Women of child-bearing age is another group that is being neglected with 83.8% of the economically inactive female population aged 30 to 59 being homemakers. Fertility rates and LFP of this specific group are on the decline mainly due to the city’s incompatibility with raising a family. For many women in Hong Kong, raising a family and working full-time are mutually exclusive concepts. Fostering family-friendly workplaces, shortening hours of work, providing better access to childcare, extending maternity/paternity leaves, offering part-time work with benefits and providing incentive for companies to reduce gender-based discrimination, are just a few initiatives that would significantly reduce the stress on families and enable more members of society to join the workforce. Unfortunately, the government is not seeing this cohort as a priority. In the government’s Steering Committee on Population Policy (SCPP) 2014 Public Engagement Exercise on population policy, the document mentioned “the SCPP considers that a more supportive environment for forming and raising families should be explored.” And that it should be balanced against “more pressing spending priorities due to ageing population, and the need to maintain a low tax regime.” The government doesn’t seem to understand the intrinsic link between the high percentage of economically inactive women and the current system’s discordant environment for “forming and raising families.”

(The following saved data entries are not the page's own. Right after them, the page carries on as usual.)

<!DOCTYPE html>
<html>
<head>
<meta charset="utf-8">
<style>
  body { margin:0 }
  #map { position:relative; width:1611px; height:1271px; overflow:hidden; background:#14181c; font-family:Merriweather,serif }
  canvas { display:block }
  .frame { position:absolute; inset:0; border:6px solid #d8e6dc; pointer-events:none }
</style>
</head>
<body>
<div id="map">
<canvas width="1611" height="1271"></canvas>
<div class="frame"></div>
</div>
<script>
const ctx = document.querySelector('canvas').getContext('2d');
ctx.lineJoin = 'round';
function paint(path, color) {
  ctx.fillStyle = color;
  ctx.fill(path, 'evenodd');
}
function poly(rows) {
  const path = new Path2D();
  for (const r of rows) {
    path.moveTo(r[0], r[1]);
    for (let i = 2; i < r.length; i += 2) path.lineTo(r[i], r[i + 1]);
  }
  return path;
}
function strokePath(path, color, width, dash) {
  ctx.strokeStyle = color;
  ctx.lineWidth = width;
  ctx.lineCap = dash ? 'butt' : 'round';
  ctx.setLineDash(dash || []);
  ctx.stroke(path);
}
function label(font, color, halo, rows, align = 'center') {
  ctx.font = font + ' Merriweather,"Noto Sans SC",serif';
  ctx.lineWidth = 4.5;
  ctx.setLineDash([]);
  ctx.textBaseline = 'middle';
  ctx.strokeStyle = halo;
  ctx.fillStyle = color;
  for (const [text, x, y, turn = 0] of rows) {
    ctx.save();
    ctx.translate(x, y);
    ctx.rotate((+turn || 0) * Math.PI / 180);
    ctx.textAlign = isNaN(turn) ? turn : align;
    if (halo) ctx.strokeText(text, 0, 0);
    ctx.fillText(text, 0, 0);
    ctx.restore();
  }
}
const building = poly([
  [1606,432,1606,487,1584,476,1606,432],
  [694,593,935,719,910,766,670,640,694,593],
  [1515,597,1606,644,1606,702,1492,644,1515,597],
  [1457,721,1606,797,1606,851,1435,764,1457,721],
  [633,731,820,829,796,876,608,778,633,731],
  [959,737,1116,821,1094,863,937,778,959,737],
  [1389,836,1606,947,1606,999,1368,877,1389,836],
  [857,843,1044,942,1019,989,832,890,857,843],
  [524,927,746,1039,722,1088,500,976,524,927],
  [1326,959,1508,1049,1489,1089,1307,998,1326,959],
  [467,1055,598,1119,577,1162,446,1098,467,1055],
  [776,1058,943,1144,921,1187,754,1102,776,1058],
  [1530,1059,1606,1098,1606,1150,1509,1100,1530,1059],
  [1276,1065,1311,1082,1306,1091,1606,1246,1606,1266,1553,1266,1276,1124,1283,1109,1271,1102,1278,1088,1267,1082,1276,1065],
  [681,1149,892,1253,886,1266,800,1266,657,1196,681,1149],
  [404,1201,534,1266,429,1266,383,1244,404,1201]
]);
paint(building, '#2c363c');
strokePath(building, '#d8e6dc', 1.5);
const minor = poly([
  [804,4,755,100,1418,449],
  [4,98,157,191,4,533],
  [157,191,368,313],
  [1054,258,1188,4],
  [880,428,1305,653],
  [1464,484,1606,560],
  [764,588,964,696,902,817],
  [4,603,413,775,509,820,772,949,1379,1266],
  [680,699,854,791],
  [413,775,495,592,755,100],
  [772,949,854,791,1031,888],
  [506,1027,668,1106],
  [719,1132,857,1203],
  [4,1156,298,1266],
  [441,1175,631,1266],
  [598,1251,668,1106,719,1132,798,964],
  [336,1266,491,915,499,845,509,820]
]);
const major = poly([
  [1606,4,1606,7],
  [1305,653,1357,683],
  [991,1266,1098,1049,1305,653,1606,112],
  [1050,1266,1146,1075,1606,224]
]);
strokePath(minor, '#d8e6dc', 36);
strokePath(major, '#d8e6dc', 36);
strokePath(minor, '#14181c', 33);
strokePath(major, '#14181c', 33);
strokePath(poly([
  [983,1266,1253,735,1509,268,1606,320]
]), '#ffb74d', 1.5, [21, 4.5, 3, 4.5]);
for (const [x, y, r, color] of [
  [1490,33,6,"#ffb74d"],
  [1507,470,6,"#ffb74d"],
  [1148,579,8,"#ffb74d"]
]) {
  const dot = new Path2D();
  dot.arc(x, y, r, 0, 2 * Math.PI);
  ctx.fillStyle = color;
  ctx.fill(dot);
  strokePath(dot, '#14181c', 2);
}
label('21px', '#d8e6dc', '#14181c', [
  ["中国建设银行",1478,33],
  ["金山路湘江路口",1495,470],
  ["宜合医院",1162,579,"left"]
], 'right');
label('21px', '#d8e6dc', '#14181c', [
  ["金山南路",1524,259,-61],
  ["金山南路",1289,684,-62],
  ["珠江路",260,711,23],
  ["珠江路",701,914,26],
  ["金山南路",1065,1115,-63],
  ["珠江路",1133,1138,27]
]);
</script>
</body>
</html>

More should be done to maximise quality labour participation from immigrants and minorities, and one-way permit arrivals as well. The lack of appropriate language-training for second-language learners and the unnecessarily strenuous language requirements in the hiring process negatively impact the prospects for new arrivals and minorities to be integrated and contribute to the society, and to benefit from upward mobility.
With life expectancy on the rise, people are staying healthier longer. Unfortunately, retirement systems have yet to fully adapt to the demographic change. Hong Kong is losing capable workers because of inflexibility. Although retirement ages have been relaxed in the public sector, the private sector is still free to set their own limits, in some cases as low as 55. With the government’s inability to direct an awareness campaign years ago, today’s 65 and above, younger generations, and the private sector are not socially or financially prepared to deal with the new demographic reality.
The window of opportunity, is now nothing more than a crack. In light of the labour crisis Hong Kong is facing, policy planners and government need to pay more attention to specific groups within the population. The time has passed for incremental changes and lengthy discussions. If Hong Kong wants to remain a competitive global economy, it must act now.